Collected data:
━━━

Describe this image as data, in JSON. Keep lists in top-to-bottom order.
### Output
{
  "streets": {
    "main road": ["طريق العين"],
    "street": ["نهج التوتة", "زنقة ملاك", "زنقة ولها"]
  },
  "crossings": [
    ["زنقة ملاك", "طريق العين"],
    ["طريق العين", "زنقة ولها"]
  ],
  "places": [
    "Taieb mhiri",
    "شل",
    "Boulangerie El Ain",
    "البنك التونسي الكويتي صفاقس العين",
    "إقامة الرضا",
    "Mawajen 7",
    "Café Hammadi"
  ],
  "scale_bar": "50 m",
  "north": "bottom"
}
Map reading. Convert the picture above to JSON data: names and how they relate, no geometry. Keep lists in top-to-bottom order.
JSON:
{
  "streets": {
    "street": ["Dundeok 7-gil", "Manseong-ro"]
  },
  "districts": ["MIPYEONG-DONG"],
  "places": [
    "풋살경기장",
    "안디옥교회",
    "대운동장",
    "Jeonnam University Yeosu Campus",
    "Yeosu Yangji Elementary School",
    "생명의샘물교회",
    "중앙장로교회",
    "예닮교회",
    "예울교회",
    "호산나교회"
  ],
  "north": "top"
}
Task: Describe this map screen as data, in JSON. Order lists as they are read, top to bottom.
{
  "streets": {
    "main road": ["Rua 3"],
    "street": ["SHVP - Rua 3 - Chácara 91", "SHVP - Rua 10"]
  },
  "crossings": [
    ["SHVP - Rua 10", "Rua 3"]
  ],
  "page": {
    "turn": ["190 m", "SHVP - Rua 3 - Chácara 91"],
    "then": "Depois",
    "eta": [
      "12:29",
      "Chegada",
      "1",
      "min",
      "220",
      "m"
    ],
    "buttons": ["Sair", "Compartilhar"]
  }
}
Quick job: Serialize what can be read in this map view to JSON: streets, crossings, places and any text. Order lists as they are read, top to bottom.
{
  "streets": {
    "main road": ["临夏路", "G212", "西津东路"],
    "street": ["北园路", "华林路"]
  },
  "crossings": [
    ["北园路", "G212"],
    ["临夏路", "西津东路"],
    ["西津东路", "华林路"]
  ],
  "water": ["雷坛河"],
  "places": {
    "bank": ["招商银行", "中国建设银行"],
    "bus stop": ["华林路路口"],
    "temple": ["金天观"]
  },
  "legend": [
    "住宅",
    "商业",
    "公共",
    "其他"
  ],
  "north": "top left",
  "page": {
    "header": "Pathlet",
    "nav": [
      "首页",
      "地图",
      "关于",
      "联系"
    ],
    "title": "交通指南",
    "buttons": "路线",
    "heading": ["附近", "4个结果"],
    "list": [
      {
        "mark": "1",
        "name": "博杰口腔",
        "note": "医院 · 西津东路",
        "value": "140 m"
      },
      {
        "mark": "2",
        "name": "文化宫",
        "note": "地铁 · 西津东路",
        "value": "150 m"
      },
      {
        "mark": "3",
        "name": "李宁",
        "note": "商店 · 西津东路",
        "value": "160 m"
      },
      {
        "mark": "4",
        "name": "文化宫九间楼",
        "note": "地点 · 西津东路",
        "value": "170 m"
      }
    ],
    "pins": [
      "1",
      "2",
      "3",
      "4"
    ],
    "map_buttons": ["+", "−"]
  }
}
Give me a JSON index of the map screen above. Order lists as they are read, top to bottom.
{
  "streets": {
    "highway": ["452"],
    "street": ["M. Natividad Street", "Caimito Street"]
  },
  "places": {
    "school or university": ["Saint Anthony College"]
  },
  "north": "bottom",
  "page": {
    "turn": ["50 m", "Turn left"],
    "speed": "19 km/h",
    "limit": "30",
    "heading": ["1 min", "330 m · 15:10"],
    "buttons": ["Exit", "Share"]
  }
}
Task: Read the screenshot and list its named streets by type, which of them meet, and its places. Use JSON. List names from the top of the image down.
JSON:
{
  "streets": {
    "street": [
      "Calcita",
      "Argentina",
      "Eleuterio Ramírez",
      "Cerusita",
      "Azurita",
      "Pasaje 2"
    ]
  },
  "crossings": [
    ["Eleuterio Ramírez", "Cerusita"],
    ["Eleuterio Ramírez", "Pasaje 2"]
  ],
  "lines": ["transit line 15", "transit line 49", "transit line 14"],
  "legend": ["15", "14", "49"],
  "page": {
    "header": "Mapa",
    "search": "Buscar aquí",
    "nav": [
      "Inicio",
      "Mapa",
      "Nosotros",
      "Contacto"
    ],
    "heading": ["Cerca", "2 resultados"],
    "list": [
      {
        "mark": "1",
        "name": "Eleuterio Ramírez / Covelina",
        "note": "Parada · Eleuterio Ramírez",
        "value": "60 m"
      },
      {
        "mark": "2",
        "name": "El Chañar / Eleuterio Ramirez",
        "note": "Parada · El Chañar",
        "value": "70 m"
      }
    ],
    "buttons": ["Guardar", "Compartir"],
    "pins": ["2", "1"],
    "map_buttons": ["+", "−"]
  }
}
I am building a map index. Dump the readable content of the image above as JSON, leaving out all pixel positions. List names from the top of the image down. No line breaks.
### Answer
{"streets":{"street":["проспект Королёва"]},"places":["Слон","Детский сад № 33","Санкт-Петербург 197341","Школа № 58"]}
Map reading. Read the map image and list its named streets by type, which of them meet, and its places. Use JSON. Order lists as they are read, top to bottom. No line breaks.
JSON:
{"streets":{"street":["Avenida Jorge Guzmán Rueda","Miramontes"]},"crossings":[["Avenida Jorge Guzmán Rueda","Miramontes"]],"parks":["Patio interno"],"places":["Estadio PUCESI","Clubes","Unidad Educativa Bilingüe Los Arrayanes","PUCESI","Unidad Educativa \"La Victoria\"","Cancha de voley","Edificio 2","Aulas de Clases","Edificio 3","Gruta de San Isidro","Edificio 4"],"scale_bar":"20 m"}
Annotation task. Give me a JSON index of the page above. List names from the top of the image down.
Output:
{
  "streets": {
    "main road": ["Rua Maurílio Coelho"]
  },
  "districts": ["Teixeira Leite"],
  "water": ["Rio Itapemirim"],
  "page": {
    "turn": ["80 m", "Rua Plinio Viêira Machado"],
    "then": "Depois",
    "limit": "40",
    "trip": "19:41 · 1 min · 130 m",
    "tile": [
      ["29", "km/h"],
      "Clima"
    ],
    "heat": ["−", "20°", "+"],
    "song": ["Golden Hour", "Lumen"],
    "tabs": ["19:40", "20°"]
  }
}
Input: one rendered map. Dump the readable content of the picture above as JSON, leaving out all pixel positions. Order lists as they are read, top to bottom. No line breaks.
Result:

━━━

*What the task asks*
In the entries above, find each line with "meet" and copy it.

*Answer box*
Task: Read the screenshot and list its named streets by type, which of them meet, and its places. Use JSON. List names from the top of the image down.
Map reading. Read the map image and list its named streets by type, which of them meet, and its places. Use JSON. Order lists as they are read, top to bottom. No line breaks.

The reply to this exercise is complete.